Berlin (epd). Die Sachverständigenkommission zur Bewertung der bisherigen Corona-Maßnahmen gibt der Politik wenig konkrete Empfehlungen für eine künftige Krisenpolitik. Das mit knapp 20 Wissenschaftlern unterschiedlicher Disziplinen besetzte Gremium stellte am 1. Juli in Berlin seinen Evaluationsbericht vor. Nicht zuletzt aufgrund der unzureichenden Datenlage seien präzise Bewertungen einzelner Schutzmaßnahmen schwierig, sagte die stellvertretende Vorsitzende der Kommission, Helga Rübsamen-Schaeff.
Bundesjustizminister Marco Buschmann (FDP) kündigte an, nach der Sommerpause ein Pandemiekonzept für Herbst und Winter vorzulegen. Dieses müsse den Geboten von Evidenz und Rechtsstaatlichkeit folgen.

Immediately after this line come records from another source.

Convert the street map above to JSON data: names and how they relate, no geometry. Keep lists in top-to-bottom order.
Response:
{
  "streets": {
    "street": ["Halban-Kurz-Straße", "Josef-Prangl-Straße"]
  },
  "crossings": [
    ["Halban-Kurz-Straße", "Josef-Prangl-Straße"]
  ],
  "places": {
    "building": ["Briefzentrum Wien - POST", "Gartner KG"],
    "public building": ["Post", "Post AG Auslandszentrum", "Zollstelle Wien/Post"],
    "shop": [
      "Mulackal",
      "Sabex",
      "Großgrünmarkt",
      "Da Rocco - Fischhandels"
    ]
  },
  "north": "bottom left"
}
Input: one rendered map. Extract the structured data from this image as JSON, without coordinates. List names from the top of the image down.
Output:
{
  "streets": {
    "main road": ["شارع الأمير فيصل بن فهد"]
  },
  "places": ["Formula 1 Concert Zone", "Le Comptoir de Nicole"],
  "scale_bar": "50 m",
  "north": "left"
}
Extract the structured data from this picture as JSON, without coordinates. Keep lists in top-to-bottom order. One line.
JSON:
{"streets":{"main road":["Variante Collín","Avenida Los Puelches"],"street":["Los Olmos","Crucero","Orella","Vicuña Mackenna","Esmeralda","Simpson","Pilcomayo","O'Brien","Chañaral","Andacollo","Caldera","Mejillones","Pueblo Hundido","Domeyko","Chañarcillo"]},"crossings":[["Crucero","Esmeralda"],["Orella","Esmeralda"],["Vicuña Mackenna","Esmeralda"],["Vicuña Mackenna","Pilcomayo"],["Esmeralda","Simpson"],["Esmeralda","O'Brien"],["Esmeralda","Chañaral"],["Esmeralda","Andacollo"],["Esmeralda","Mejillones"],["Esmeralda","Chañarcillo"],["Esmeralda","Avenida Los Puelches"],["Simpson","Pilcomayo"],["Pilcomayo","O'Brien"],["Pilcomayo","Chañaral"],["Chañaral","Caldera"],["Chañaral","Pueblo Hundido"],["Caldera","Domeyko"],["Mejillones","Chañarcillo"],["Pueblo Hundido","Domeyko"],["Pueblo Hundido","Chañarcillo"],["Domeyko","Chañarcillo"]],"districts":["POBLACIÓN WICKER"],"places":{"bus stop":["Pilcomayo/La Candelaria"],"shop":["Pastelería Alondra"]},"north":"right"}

Für den Direktor des Instituts für Virologie am Universitätsklinikum Bonn, Hendrik Streeck, ist eines sicher: „Masken wirken“, sagte er in Berlin. Allerdings schränkte er zugleich ein, eine schlecht sitzende und nicht eng anliegende Maske habe einen verminderten bis gar keinen Effekt. „Die Effektivität hängt vom Träger oder der Trägerin ab.“ Die Kommission empfiehlt deshalb, zukünftig in der öffentlichen Aufklärung und Risikokommunikation einen starken Schwerpunkt auf das richtige und konsequente Tragen von Masken zu legen.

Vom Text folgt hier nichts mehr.